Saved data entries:

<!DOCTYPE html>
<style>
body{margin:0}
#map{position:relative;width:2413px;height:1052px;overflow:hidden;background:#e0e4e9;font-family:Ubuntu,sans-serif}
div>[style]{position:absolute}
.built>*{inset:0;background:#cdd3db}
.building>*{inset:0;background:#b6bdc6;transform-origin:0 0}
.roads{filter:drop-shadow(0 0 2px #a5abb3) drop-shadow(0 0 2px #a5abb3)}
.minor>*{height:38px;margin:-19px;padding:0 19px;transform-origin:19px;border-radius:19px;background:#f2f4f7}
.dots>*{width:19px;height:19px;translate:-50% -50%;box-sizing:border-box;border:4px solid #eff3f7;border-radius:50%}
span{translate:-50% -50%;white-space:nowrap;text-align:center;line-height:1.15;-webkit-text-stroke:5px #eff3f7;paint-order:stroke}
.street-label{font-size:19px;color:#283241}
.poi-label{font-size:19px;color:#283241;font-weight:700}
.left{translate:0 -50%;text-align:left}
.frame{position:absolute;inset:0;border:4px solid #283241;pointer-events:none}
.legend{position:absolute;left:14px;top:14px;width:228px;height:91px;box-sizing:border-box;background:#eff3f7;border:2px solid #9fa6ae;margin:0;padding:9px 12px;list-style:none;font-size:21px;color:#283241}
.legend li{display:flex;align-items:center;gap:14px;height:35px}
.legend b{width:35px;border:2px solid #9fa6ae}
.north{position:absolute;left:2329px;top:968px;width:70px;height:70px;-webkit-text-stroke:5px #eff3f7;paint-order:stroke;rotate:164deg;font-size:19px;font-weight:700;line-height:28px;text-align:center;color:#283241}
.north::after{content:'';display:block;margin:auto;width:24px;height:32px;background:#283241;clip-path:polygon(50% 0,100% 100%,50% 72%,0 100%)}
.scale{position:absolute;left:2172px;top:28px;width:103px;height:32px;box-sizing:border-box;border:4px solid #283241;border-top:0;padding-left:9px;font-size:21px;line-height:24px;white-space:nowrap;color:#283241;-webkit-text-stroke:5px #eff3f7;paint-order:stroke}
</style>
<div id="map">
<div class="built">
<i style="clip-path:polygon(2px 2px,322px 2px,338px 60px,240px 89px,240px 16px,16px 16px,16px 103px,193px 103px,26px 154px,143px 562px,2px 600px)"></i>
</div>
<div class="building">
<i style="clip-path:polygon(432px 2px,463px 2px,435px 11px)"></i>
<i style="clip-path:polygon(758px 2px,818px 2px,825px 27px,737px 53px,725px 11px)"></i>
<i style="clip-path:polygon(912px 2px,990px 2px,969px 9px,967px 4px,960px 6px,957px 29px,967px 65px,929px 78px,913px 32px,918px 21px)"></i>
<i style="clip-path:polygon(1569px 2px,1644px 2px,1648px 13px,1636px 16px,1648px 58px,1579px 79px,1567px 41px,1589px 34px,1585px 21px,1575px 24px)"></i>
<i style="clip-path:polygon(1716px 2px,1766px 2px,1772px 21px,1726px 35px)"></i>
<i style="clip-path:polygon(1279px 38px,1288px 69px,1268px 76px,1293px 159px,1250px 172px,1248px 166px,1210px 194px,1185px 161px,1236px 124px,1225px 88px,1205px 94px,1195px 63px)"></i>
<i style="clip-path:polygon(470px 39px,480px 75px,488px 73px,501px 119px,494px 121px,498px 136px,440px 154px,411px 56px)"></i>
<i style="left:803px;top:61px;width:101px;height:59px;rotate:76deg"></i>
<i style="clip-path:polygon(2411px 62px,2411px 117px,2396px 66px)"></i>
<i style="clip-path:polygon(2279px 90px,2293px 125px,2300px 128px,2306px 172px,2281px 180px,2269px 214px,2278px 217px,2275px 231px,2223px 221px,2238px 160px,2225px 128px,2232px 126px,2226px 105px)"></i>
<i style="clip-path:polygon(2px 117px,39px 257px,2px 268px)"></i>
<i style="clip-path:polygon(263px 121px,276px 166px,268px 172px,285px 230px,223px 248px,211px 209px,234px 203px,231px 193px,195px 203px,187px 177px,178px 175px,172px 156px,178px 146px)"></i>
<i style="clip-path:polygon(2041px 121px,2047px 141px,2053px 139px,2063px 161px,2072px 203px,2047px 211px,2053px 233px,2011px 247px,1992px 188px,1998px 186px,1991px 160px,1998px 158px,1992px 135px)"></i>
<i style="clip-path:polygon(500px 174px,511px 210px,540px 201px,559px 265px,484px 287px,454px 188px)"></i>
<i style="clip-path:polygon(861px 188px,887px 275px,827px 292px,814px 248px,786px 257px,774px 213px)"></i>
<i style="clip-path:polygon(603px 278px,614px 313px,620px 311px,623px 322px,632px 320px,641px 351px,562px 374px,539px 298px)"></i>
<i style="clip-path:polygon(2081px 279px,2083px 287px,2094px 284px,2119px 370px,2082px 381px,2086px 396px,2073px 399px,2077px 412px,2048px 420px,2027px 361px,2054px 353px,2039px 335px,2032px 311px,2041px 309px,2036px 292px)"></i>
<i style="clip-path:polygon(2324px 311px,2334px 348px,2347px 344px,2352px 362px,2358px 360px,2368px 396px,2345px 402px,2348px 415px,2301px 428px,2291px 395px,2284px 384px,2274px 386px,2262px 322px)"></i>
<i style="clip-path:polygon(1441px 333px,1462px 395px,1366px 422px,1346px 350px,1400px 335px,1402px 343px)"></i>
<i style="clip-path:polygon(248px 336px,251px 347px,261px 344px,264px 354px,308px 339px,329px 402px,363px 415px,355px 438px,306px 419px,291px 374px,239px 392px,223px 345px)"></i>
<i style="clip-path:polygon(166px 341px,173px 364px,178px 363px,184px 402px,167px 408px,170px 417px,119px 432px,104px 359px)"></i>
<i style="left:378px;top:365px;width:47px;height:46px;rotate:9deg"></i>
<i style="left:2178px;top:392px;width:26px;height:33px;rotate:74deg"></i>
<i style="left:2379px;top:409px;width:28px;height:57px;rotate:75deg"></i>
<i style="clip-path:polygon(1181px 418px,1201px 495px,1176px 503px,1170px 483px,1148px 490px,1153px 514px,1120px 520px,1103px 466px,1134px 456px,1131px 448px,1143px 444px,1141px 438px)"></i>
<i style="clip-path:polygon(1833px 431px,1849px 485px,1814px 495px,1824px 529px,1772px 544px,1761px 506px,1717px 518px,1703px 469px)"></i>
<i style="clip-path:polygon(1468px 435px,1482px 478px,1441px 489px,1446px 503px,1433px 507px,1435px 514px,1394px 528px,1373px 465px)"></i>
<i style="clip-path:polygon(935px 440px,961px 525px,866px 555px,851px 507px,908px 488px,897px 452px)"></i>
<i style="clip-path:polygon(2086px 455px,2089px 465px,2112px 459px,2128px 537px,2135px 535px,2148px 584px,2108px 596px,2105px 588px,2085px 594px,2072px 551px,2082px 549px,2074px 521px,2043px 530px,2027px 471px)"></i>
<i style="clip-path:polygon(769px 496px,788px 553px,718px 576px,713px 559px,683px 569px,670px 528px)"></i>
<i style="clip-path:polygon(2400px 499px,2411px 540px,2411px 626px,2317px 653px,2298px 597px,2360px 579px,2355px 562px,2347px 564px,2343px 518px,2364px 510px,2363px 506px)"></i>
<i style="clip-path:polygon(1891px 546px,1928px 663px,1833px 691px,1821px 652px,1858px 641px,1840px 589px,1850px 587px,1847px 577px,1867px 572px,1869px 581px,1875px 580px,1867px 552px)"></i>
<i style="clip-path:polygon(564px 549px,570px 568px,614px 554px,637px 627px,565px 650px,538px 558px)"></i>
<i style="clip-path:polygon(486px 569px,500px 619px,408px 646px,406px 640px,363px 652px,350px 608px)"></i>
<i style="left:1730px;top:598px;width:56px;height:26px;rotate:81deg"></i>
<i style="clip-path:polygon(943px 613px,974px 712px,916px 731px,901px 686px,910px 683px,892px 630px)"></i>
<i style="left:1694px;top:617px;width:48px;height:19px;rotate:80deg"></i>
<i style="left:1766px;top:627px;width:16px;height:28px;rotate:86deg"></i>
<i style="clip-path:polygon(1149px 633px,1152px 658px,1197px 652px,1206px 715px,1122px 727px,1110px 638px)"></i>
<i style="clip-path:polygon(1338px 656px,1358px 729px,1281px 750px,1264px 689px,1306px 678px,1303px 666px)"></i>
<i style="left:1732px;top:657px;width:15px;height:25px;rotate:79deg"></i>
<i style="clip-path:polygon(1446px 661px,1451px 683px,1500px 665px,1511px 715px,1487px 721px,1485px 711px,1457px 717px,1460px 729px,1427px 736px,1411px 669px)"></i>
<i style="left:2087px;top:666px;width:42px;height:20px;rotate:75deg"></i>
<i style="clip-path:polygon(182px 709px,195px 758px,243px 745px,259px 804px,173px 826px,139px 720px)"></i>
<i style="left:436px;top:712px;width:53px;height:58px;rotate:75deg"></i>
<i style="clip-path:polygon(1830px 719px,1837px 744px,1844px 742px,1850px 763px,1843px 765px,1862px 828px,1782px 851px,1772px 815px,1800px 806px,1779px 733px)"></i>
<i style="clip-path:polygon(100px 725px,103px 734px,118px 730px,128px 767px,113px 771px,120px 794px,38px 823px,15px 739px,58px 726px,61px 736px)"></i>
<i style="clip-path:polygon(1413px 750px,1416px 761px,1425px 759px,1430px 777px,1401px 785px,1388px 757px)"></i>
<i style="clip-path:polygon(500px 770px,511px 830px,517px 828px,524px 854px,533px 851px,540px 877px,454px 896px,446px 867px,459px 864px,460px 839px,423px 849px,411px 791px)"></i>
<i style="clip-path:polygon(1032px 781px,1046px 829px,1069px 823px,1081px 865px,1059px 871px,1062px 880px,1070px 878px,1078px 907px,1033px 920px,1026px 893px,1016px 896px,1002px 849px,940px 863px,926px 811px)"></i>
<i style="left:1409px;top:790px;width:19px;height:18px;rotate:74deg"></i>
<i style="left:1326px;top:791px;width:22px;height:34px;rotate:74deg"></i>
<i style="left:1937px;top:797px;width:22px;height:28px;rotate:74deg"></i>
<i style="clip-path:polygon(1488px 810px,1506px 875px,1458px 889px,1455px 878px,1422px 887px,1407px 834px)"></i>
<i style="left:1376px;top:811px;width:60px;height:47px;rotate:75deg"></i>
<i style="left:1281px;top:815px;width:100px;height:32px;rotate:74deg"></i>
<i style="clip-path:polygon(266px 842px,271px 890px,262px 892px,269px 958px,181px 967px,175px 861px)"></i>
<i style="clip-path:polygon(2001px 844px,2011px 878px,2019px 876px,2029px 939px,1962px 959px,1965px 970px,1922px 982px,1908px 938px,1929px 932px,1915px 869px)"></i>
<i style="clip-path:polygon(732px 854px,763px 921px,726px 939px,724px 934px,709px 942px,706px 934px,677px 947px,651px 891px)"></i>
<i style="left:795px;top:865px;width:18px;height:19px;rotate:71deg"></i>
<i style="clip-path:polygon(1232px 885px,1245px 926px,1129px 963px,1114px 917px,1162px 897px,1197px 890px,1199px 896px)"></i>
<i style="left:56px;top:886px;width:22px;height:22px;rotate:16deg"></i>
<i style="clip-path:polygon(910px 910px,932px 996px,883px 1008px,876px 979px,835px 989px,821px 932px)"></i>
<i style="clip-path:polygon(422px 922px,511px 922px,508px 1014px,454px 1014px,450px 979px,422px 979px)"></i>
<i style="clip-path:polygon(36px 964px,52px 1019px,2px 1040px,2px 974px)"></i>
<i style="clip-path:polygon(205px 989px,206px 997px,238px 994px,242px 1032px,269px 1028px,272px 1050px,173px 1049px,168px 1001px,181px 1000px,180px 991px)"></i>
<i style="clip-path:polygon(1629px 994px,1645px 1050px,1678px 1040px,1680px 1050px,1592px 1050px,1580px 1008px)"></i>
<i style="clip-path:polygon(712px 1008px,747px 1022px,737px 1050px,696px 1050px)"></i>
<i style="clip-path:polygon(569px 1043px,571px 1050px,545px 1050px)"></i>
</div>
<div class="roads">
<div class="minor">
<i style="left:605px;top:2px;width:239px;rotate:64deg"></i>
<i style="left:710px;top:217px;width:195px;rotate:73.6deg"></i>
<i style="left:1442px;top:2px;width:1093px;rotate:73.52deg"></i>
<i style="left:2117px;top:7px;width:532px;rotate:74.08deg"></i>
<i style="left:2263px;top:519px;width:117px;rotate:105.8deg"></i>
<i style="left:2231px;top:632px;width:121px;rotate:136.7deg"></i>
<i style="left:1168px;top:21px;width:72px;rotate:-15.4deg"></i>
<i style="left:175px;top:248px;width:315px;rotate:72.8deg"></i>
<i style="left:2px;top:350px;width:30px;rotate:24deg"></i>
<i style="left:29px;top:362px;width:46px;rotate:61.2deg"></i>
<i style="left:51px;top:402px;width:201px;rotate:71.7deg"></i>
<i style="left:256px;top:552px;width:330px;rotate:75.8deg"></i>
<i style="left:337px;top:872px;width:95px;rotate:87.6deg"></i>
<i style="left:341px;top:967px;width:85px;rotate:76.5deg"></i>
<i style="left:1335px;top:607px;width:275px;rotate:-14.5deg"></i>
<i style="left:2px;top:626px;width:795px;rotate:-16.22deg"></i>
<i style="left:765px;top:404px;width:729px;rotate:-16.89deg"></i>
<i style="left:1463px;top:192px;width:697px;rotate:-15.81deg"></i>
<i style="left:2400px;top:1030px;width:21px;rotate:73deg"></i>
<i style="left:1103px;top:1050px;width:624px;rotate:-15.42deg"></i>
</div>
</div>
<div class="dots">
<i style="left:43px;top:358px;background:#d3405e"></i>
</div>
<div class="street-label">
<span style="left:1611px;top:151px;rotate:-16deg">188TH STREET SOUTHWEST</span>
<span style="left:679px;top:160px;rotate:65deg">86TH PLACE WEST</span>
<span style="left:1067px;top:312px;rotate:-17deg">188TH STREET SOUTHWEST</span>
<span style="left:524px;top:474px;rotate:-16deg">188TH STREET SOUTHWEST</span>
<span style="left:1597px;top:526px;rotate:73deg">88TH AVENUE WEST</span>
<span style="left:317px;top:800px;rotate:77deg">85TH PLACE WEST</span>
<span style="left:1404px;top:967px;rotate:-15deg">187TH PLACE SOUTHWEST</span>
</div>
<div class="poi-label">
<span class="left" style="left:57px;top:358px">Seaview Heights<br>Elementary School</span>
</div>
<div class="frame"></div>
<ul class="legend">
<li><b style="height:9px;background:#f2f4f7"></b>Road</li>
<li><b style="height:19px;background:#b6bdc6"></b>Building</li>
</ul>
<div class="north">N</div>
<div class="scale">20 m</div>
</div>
---
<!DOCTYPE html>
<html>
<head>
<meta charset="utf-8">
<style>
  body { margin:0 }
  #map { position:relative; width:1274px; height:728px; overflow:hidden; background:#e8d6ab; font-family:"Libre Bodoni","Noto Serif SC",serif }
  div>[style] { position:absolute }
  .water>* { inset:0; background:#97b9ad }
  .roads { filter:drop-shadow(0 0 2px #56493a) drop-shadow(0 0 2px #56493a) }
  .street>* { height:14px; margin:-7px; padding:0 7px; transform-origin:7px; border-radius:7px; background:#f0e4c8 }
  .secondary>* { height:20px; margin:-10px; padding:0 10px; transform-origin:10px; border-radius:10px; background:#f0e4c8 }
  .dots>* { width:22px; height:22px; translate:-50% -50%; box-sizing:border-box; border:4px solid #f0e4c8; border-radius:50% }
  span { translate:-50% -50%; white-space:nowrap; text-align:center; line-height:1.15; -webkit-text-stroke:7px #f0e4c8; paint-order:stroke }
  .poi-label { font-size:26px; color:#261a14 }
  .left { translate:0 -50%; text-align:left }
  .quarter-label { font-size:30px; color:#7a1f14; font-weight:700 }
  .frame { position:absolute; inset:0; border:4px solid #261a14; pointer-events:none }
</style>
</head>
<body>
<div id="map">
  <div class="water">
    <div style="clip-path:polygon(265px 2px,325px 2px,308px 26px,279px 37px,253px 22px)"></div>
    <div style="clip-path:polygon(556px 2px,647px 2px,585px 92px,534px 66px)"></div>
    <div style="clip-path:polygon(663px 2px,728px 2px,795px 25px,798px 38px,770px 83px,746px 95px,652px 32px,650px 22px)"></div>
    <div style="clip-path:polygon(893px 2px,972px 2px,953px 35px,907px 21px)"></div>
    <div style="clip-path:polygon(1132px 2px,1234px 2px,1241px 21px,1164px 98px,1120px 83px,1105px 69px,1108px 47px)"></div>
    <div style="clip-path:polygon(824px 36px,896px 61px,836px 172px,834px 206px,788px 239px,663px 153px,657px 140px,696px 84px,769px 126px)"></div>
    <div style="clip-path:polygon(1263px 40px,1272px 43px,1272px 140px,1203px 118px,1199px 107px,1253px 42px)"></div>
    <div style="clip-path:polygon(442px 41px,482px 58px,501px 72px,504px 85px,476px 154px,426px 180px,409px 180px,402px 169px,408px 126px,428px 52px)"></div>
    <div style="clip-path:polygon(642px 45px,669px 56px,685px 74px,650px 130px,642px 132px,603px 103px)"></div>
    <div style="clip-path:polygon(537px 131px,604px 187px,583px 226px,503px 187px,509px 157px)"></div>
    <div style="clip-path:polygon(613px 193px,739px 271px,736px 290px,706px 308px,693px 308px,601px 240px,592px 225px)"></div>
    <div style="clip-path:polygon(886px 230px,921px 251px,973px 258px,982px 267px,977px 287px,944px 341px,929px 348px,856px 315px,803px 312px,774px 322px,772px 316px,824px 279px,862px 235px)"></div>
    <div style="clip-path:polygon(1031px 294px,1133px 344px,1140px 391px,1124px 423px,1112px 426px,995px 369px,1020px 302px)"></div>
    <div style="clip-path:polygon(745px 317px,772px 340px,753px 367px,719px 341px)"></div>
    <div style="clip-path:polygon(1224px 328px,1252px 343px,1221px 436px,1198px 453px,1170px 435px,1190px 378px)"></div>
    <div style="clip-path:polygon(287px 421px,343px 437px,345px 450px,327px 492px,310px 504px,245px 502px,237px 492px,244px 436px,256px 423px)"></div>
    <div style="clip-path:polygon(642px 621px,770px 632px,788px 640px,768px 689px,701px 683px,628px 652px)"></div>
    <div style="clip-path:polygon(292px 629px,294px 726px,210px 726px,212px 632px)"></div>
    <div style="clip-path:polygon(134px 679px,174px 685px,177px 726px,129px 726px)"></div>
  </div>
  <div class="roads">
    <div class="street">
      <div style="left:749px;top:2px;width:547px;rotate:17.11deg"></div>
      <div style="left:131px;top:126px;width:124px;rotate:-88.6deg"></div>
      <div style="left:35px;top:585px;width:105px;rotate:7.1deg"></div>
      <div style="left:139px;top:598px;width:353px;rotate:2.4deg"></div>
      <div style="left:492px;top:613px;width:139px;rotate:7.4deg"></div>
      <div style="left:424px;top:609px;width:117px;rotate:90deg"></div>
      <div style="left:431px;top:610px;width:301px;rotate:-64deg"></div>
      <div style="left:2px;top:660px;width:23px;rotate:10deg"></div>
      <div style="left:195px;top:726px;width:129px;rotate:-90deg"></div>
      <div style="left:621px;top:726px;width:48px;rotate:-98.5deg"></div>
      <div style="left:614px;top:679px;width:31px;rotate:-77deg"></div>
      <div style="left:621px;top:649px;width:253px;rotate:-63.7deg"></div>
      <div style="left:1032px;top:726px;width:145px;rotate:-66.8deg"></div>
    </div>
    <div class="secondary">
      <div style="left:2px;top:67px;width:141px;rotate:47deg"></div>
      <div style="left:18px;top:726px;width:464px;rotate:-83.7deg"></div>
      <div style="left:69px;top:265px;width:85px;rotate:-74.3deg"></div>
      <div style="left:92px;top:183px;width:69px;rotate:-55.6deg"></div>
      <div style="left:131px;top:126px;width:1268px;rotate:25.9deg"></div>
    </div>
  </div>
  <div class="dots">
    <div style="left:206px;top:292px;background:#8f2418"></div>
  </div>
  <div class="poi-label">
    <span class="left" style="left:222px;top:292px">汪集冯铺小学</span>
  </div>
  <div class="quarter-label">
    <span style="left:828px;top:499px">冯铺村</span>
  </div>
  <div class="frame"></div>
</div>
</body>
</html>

**ACTIVITY:** A complete answer gives every line of the data that includes "hidden".

**EXPECTED ANSWER:**
#map{position:relative;width:2413px;height:1052px;overflow:hidden;background:#e0e4e9;font-family:Ubuntu,sans-serif}
  #map { position:relative; width:1274px; height:728px; overflow:hidden; background:#e8d6ab; font-family:"Libre Bodoni","Noto Serif SC",serif }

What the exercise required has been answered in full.